§ YOUR OBJECTIVE
Write out the entries below exactly, starting at the first line and stopping after the line that contains "filter:drop-shadow(0 0 1px"; skip all pictures.

[TASK INPUT]

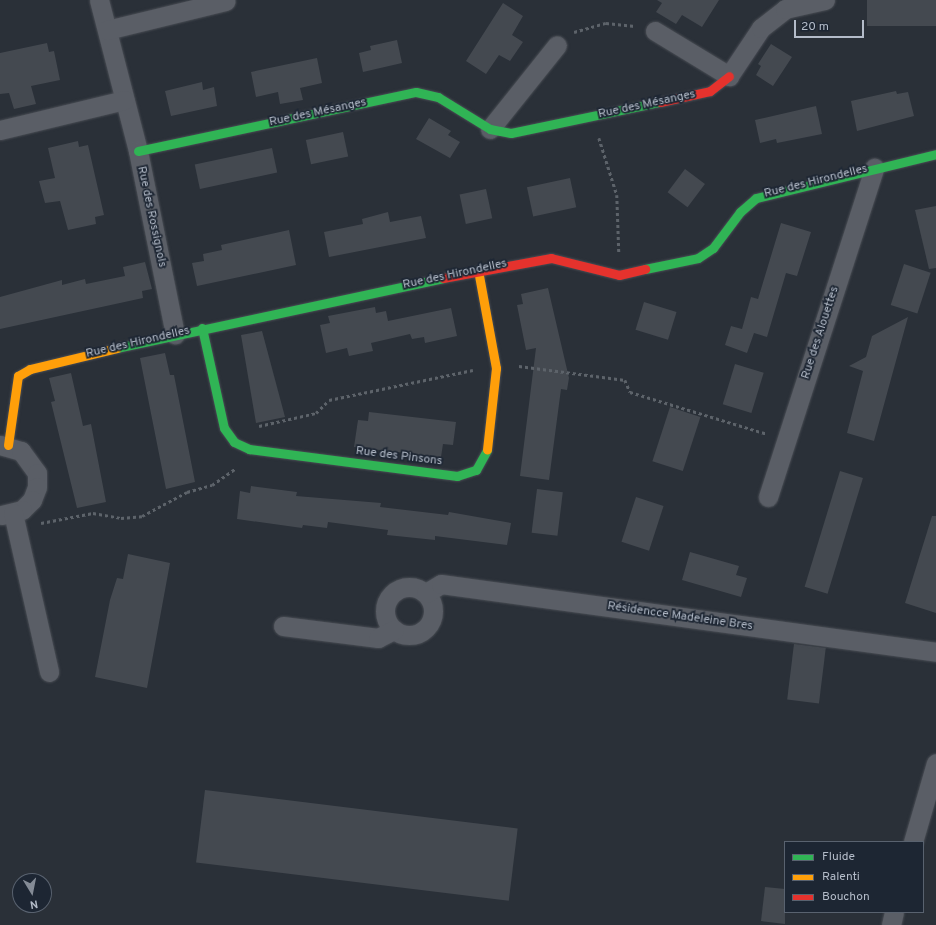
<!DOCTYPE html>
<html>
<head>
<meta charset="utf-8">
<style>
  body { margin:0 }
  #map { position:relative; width:936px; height:925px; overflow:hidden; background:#2a3038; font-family:Overpass,sans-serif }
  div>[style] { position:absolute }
  .building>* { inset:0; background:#444950; transform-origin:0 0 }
  .path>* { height:2.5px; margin-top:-1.25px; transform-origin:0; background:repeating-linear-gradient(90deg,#5d636a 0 3px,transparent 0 6px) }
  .roads { filter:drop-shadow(0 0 1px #484c53) drop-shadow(0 0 1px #484c53) }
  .street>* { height:19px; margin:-9.5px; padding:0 9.5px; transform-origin:9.5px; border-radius:9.5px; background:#5a5e66 }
  .street>.ring { margin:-9.5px; padding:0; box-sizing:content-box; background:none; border:19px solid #5a5e66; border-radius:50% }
  .fast>* { height:9px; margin:-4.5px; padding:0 4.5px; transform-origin:4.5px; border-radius:4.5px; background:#30b455 }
  .slow>* { height:9px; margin:-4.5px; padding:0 4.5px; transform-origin:4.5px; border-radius:4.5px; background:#ff9f0a }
  .jam>* { height:9px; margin:-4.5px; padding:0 4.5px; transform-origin:4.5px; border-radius:4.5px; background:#e5322d }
  span { translate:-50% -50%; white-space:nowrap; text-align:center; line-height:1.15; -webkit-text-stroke:3.5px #1d2633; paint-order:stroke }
  .street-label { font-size:12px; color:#b4bcc9 }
  .legend { position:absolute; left:784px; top:841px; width:140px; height:72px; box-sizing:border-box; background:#1d2633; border:1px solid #59626f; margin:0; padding:5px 7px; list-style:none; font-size:12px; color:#b4bcc9 }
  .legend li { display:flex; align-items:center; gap:8px; height:20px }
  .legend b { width:20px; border:1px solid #59626f }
  .north { position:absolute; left:12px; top:873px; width:40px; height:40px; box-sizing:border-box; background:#1d2633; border:1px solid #59626f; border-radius:50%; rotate:170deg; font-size:11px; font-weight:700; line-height:16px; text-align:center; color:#b4bcc9 }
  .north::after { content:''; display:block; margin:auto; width:14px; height:18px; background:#848b96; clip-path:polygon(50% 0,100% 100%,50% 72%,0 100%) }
  .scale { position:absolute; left:794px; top:20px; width:70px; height:18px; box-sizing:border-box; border:2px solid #b4bcc9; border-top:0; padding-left:5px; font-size:12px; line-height:14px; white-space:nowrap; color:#b4bcc9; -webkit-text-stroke:3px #1d2633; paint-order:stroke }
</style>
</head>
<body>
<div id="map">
  <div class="building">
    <div style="clip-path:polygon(657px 0,719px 0,702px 27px,682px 15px,676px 24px,656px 12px,662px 3px)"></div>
    <div style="left:936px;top:0;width:26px;height:69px;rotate:90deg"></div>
    <div style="clip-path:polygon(503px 3px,523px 16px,512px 35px,523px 42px,510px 61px,499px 55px,486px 74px,466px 61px)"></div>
    <div style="clip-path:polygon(397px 40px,402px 63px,363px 72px,359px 53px,371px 50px,370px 46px)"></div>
    <div style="clip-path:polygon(47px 43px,49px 52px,54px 51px,60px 80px,31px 86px,36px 104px,14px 109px,9px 93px,0 94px,0 53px)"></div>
    <div style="clip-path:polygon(771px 44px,792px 57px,773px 86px,756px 75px,761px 66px,758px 64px)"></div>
    <div style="clip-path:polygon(317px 58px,322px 83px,300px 88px,303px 100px,280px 104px,278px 92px,256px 97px,251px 72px)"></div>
    <div style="clip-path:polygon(202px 82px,203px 90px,214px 87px,217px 106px,171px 116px,165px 91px)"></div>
    <div style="clip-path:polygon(896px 91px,897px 94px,908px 92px,914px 116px,857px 131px,851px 101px)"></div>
    <div style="clip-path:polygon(816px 106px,822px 134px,777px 143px,776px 139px,760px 143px,755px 120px)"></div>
    <div style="clip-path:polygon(429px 118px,451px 131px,448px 135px,460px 142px,450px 158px,416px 139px)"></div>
    <div style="left:343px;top:132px;width:25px;height:38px;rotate:78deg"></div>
    <div style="clip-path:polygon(78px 141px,79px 147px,88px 145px,104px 215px,95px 217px,96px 224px,68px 230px,60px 201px,45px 203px,39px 181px,55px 178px,48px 148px)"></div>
    <div style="left:272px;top:148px;width:25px;height:79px;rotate:78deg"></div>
    <div style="left:685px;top:169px;width:25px;height:29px;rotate:37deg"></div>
    <div style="left:570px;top:178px;width:30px;height:44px;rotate:78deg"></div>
    <div style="left:486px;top:189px;width:30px;height:27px;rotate:78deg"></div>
    <div style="clip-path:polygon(936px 206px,936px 268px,929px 269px,915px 210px)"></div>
    <div style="clip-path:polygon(388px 212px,390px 222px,421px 216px,426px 238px,329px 257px,324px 232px,363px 224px,362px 219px)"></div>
    <div style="clip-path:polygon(781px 223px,811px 232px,797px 276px,786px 273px,767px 337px,754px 333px,747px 353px,725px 345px,731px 326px,742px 329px,751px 297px,758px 299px)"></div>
    <div style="clip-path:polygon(289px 230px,296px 265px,197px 286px,192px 263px,204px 261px,203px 254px,222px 250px,221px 245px)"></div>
    <div style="clip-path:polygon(145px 262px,152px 289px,142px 291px,143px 298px,0 329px,0 297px,62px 280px,62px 285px,85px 279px,86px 284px,125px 276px,123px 267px)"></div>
    <div style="left:904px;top:264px;width:28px;height:43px;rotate:18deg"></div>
    <div style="clip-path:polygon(548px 288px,569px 378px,567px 390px,561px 389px,549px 480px,520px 476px,536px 348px,526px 350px,517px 305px,523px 304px,521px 294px)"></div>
    <div style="left:644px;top:302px;width:34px;height:29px;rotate:17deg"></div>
    <div style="clip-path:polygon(375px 307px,376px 313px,386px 311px,388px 321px,451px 308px,457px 336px,425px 343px,424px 337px,412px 339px,410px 334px,371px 343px,373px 351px,349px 356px,347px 348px,326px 353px,320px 325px,330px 323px,328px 316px)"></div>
    <div style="clip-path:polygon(908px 317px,874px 441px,847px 433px,863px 371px,849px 366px,866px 357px,872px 336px)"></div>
    <div style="clip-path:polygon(262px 331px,285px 417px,256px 423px,241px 335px)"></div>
    <div style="clip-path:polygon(165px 353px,170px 375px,174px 375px,195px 482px,166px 489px,140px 358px)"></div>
    <div style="left:735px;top:364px;width:30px;height:42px;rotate:17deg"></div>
    <div style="clip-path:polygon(71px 373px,83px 426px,91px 424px,106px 502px,77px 508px,51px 402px,55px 401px,49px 378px)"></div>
    <div style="left:670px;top:407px;width:32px;height:57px;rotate:18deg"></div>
    <div style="clip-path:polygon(369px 412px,456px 422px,453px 445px,443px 444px,441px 457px,354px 447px,358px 420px,368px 421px)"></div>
    <div style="left:840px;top:471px;width:24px;height:121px;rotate:17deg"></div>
    <div style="clip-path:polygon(251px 486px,297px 492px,296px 496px,381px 503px,380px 507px,448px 515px,449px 512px,511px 523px,507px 545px,435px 536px,435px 540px,387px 535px,388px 530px,328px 522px,327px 528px,303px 525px,302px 528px,237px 519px,240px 491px,250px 493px)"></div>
    <div style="left:537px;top:489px;width:26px;height:44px;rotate:7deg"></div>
    <div style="left:636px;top:497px;width:29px;height:47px;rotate:18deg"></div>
    <div style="clip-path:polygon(932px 516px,936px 516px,936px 613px,905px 603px)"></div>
    <div style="clip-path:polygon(690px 552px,739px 566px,736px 575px,747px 578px,741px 597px,682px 580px)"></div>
    <div style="clip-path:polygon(128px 554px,170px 563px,147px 688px,95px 677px,110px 600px,117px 578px,123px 579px)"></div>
    <div style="left:794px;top:644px;width:32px;height:56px;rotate:7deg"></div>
    <div style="left:205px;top:790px;width:315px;height:73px;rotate:7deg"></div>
    <div style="clip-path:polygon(765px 887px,785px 889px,785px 924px,761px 921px)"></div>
  </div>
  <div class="path">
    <div style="left:574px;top:32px;width:33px;rotate:-16deg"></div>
    <div style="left:606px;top:23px;width:29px;rotate:6deg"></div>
    <div style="left:599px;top:138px;width:60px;rotate:72.5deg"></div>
    <div style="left:617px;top:195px;width:57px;rotate:88deg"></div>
    <div style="left:519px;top:366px;width:107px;rotate:7.5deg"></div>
    <div style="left:625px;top:380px;width:13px;rotate:67deg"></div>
    <div style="left:630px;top:392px;width:143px;rotate:17deg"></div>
    <div style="left:259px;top:426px;width:58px;rotate:-12.8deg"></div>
    <div style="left:316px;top:413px;width:18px;rotate:-45deg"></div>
    <div style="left:329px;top:400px;width:147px;rotate:-11.8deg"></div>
    <div style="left:41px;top:523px;width:53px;rotate:-10.9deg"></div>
    <div style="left:93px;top:513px;width:28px;rotate:10deg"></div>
    <div style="left:121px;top:518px;width:21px;rotate:-5deg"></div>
    <div style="left:142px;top:516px;width:51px;rotate:-28.1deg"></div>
    <div style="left:187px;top:492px;width:26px;rotate:-16deg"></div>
    <div style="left:212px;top:485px;width:29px;rotate:-35deg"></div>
  </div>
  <div class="roads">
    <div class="street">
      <div style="left:99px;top:0;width:156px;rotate:75.5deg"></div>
      <div style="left:138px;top:151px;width:187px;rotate:78.6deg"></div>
      <div style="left:107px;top:30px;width:122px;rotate:-13.7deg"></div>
      <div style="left:655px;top:31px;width:87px;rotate:31.3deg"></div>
      <div style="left:729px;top:76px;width:58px;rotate:-56.3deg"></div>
      <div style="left:761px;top:28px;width:31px;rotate:-38deg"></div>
      <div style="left:785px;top:9px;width:41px;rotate:-12.7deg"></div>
      <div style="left:490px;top:129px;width:107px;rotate:-51.4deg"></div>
      <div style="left:0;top:130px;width:128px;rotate:-13.6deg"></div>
      <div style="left:0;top:445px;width:22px;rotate:16deg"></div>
      <div style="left:21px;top:451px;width:27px;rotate:54deg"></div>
      <div style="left:37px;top:473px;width:14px;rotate:90deg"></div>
      <div style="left:37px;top:487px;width:14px;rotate:111deg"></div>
      <div style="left:32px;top:500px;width:14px;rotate:135deg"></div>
      <div style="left:22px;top:510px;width:21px;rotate:166deg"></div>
      <div style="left:768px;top:497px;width:346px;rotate:-72.1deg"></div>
      <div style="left:13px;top:513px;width:163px;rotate:77.2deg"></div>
      <div class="ring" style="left:385px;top:587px;width:29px;height:29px"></div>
      <div style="left:426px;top:593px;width:17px;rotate:-31deg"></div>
      <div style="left:441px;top:584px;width:500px;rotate:7.8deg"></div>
      <div style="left:283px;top:626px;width:96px;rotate:7.2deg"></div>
      <div style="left:378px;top:638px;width:18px;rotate:-27deg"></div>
      <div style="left:913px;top:842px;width:82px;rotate:-73.8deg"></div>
      <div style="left:891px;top:925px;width:13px;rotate:-77deg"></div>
    </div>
    <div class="fast">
      <div style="left:138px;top:151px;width:284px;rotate:-12deg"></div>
      <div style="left:416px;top:92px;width:23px;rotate:13deg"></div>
      <div style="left:438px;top:97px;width:61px;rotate:31.6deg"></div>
      <div style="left:490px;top:129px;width:21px;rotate:11deg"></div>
      <div style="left:511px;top:133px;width:152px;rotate:-11.8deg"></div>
      <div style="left:645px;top:269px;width:54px;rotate:-11.7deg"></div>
      <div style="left:698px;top:258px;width:18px;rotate:-34deg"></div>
      <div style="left:713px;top:248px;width:45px;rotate:-53.1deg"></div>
      <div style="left:740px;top:212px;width:21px;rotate:-41deg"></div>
      <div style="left:756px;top:198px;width:185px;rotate:-13.7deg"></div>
      <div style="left:202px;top:328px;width:102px;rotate:77.6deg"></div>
      <div style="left:224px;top:428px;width:17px;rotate:54deg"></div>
      <div style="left:234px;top:442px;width:17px;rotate:25deg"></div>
      <div style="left:249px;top:449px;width:210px;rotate:7.4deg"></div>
      <div style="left:457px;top:476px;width:20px;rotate:-18deg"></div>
      <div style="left:476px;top:470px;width:23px;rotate:-61deg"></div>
      <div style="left:117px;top:348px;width:333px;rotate:-12.1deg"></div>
    </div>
    <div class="slow">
      <div style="left:478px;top:270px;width:100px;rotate:79.6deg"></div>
      <div style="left:496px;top:368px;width:82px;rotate:96.3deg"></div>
      <div style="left:8px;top:445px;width:70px;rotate:-81.8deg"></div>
      <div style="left:18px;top:376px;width:14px;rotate:-30deg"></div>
      <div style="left:30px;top:369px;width:89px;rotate:-13.6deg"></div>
    </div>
    <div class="jam">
      <div style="left:660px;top:102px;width:51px;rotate:-12.4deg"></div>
      <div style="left:710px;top:91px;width:24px;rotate:-38deg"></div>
      <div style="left:443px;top:278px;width:110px;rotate:-10.5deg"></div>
      <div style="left:551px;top:258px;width:70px;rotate:14deg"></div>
      <div style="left:619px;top:275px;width:27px;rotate:-13deg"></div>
    </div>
  </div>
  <div class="street-label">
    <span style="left:647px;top:105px;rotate:-12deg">Rue des Mésanges</span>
    <span style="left:318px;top:113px;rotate:-12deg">Rue des Mésanges</span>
    <span style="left:816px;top:182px;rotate:-14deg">Rue des Hirondelles</span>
    <span style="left:151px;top:217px;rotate:78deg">Rue des Rossignols</span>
    <span style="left:455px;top:275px;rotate:-12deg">Rue des Hirondelles</span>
    <span style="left:821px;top:333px;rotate:-72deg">Rue des Alouettes</span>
    <span style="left:138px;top:343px;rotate:-13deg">Rue des Hirondelles</span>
    <span style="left:399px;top:457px;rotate:7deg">Rue des Pinsons</span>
    <span style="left:680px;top:617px;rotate:8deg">Résidencce Madeleine Bres</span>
  </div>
  <ul class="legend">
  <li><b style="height:5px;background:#30b455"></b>Fluide</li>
  <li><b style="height:5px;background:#ff9f0a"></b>Ralenti</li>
  <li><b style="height:5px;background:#e5322d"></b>Bouchon</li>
  </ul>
  <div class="north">N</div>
  <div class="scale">20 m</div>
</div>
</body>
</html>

[/TASK INPUT]

§ SOLUTION FOR THIS EXERCISE
<!DOCTYPE html>
<html>
<head>
<meta charset="utf-8">
<style>
  body { margin:0 }
  #map { position:relative; width:936px; height:925px; overflow:hidden; background:#2a3038; font-family:Overpass,sans-serif }
  div>[style] { position:absolute }
  .building>* { inset:0; background:#444950; transform-origin:0 0 }
  .path>* { height:2.5px; margin-top:-1.25px; transform-origin:0; background:repeating-linear-gradient(90deg,#5d636a 0 3px,transparent 0 6px) }
  .roads { filter:drop-shadow(0 0 1px #484c53) drop-shadow(0 0 1px #484c53) }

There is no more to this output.